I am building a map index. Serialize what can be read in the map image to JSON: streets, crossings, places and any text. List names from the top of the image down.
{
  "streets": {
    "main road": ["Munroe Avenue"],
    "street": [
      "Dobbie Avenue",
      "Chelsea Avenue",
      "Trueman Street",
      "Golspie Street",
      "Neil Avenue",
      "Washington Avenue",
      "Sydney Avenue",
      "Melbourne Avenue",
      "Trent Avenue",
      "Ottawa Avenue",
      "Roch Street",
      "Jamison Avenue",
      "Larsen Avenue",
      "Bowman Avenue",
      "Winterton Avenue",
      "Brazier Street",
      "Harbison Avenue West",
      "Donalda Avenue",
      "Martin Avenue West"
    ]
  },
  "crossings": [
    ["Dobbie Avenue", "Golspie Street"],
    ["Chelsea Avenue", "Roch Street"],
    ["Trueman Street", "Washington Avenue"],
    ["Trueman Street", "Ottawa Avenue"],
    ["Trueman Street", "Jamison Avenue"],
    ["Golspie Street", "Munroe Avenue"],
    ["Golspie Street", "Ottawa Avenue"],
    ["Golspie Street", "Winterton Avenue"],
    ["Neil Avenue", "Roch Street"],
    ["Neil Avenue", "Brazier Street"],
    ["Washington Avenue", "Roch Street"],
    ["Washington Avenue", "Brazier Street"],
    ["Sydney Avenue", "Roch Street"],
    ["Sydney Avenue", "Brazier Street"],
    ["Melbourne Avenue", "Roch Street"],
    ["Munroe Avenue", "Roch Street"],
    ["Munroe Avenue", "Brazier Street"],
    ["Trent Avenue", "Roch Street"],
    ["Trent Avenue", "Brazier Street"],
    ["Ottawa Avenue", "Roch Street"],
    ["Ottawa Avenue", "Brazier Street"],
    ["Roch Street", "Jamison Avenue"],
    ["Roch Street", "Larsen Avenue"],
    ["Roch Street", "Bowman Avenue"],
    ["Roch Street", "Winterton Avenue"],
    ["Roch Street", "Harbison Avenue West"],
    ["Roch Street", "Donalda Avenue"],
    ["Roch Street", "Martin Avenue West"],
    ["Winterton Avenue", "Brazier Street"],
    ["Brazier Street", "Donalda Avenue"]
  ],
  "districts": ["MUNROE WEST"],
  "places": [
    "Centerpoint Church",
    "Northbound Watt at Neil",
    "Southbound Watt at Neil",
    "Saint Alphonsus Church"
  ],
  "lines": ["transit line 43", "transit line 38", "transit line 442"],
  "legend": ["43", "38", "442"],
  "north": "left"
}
===
What the task requires:
Wherever the string "streets" occurs in the entries, copy that whole line.

Written answer:
I am building a map index. Serialize what can be read in the map image to JSON: streets, crossings, places and any text. List names from the top of the image down.
  "streets": {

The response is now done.